Thursday, October 13, 2016

Hillary Calls for Open Borders in Secret Speech



Vincent J. Curtis

13 Oct 2016


WikiLeaks is the gift that keeps on giving.  Among the nuggets of Hillary’s policy positions are these that she made to a Brazilian bank: Hillary called for open borders, a hemispheric common market, and green energy.

The quotes, with references, are as follows:

“My dream is a hemispheric common market, with open trade and open borders, some time in the future with energy that is as green and sustainable as we can get it, powering growth and opportunity for every person in the hemisphere.” [05162013 Remarks to Banco Itau.doc, p. 28]”

“Secondly, I think we have to have a concerted plan to increase trade already under the current circumstances, you know, that Inter-American Development Bank figure is pretty surprising.
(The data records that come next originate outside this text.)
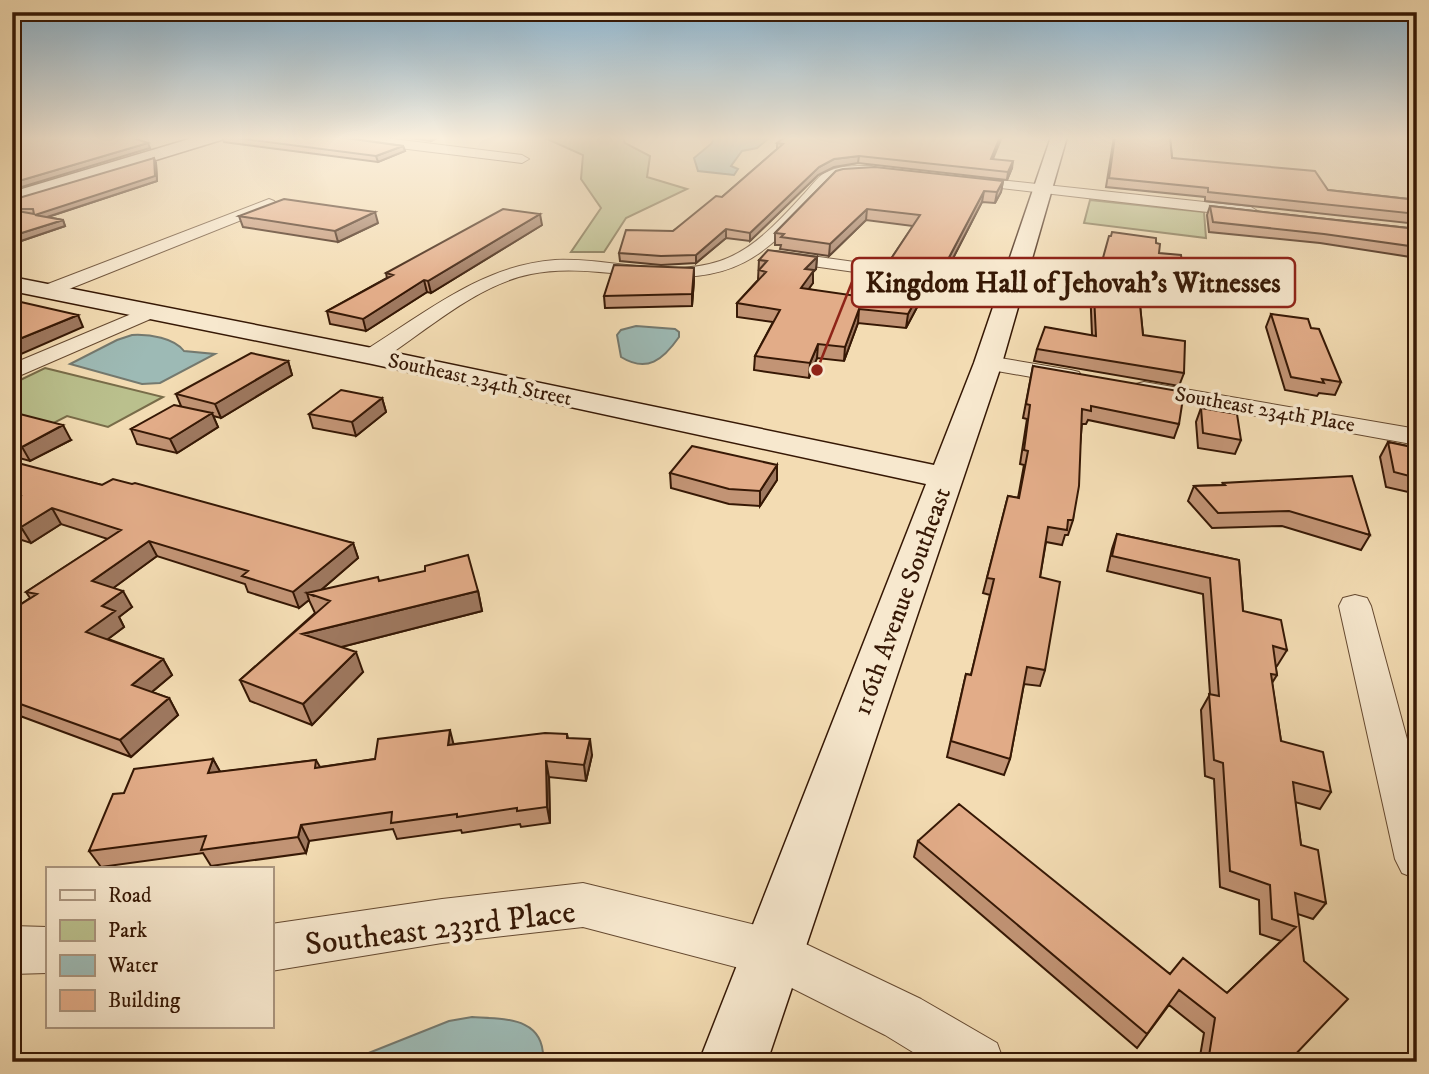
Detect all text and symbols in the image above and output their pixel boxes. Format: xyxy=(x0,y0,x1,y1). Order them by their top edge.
callout: Kingdom Hall of Jehovah's Witnesses xyxy=(852,258,1295,307)
text: Kingdom Hall of Jehovah's Witnesses xyxy=(865,266,1281,301)
street label: Southeast 234th Street xyxy=(386,348,574,412)
street label: Southeast 234th Place xyxy=(1173,381,1357,439)
street label: 116th Avenue Southeast xyxy=(846,483,959,720)
legend xyxy=(46,867,273,1028)
text: Road xyxy=(108,883,152,909)
street label: Southeast 233rd Place xyxy=(303,893,578,965)
text: Park xyxy=(108,918,148,944)
text: Water xyxy=(107,953,158,979)
text: Building xyxy=(108,988,181,1014)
There is so much more we can do, there is a lot of low hanging fruit but businesses on both sides have to make it a priority and it’s not for governments to do but governments can either make it easy or make it hard and we have to resist protectionism, other kinds of barriers to market access and to trade and I would like to see this get much more attention and be not just a policy for a year under president X or president Y but a consistent one.” [05162013 Remarks to Banco Itau.doc, p. 32]”

These remarks were made in May, 2013, after she had left the Obama Administration, where she had been Secretary of State, and when she was widely expected to run for president as Obama’s successor.  The speech was made to a Brazilian bank, for money.
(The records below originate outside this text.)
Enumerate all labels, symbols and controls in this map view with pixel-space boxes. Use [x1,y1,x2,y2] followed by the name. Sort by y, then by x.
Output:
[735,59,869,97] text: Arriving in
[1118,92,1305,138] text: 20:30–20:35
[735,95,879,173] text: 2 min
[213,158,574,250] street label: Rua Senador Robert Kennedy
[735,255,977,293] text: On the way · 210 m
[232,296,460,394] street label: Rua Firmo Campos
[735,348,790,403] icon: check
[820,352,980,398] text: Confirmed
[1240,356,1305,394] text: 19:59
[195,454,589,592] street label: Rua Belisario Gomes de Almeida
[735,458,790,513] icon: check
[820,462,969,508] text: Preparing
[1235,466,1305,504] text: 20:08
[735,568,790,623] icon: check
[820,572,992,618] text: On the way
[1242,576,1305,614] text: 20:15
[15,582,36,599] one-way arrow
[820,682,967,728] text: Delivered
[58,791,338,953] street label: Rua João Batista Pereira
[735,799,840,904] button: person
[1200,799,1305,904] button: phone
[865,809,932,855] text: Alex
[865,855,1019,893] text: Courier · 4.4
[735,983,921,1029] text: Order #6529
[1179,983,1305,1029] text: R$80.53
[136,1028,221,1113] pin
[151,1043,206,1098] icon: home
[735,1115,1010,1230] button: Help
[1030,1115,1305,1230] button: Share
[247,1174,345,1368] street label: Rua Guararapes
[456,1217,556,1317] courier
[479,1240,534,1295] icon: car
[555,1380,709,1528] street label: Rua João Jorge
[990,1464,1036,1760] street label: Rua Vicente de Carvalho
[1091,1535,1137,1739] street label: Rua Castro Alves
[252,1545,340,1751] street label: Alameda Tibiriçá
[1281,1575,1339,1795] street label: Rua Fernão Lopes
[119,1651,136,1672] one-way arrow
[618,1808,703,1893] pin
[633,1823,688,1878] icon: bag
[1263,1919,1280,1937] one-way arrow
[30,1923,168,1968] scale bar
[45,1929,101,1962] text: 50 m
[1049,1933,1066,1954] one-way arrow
The call for open borders is pretty undeniable.  The call for a sort-of hemispheric NAFTA agreement is pretty unmistakable.  There can be no walking this back, and the only explanations are bad ones.

What could those explanations be?

Notice that these remarks were made to an audience virtually guaranteed to like them.  Of course Brazil would like to have open trade with the United States because its exports would be so much cheaper than domestically-made American goods.  And Brazil was then and is now so poor, that it couldn’t afford to import American made products, and the net balance in trade would greatly favor Brazil.  It doesn’t have the labor costs and protections, the environmental laws, and the health care expenses of the American labor market.  One explanation the Hillary campaign could offer is that she was simply telling the Brazilians what they wanted to hear, for the speaking fees.

While that sounds exactly like something Hillary or Bill would do, using that as an excuse won’t come across well to the American electorate.  They don’t want to hear that Hillary tells lies for personal gain, that she says one thing to one audience, and another to another.  There is no good explanation for the open-borders, open-trade remark, except that that is what she truly believes.  (We will get into the private/public position remarks in another posting.  In this case, you can’t tell because these were supposed to be private remarks – which makes them her real ones.  But she was saying what the audience wanted to hear, so that could be the public ones – the ones said for personal gain.)

The second quote from the same speech goes to what I was saying yesterday about Hillary’s blather method of speaking.  The second quote is practically incoherent.  It is a run-on sentence.  It is full of the speaking tics Hillary uses in speeches to American audiences.  For example, “we have to have a concerted plan…” “, you know,…” “there is so much more we can do…” “a lot of low-hanging fruit…” “[somebody other than her] has to make it a priority…” “…hard…” “I would like to see this get much more attention…”  If you force enough empty clichés together in a run-on sentence you get something that sounds reasonable but you don’t really grasp what was being said.  This is a typical Clintonian technique to avoid being controversial and to have some form of deniability.

Despite that, the second quote is consistent with the first.  Hillary wants some form of hemispheric NAFTA agreement, an informal one if necessary, and she wants an arrangement that is not subject to the whims of some successor to her.  This position is quite intellectually defensible on economic grounds, but the experience of the actual practice of free trade compared to theory between countries of remarkably different levels of development has not been a happy one for many of America’s blue-collar workers.

Trump has made a lot of political hay by decrying NAFTA, and the visceral reaction against the TPP caused Hillary to make an embarrassing volte-face on the matter.  She denied during a debate calling the TPP the “gold standard” of trade deals, even as tape exists having her say those very things.  A politician’s being caught in a brazen lie has not the same catastrophic effect on her candidacy as it once did.  The people have been Clintoned out, or Clinton-conditioned.  And so she continues to get support.  A second occasion, however, of having to deny favoring a TPP deal, in this case a NAFTA-like hemispheric deal, cause some of her support to weary.

The facts are that Hillary Clinton, in May 2013, called for open borders and open trade, by which she meant a NAFTA-like trade arrangement for the western hemisphere, to Brazilian bankers.  Perhaps she never expected something she said in Brazil to come and bite her in America.  We have yet to determine whether the opinions she expressed were her public ones or her private ones.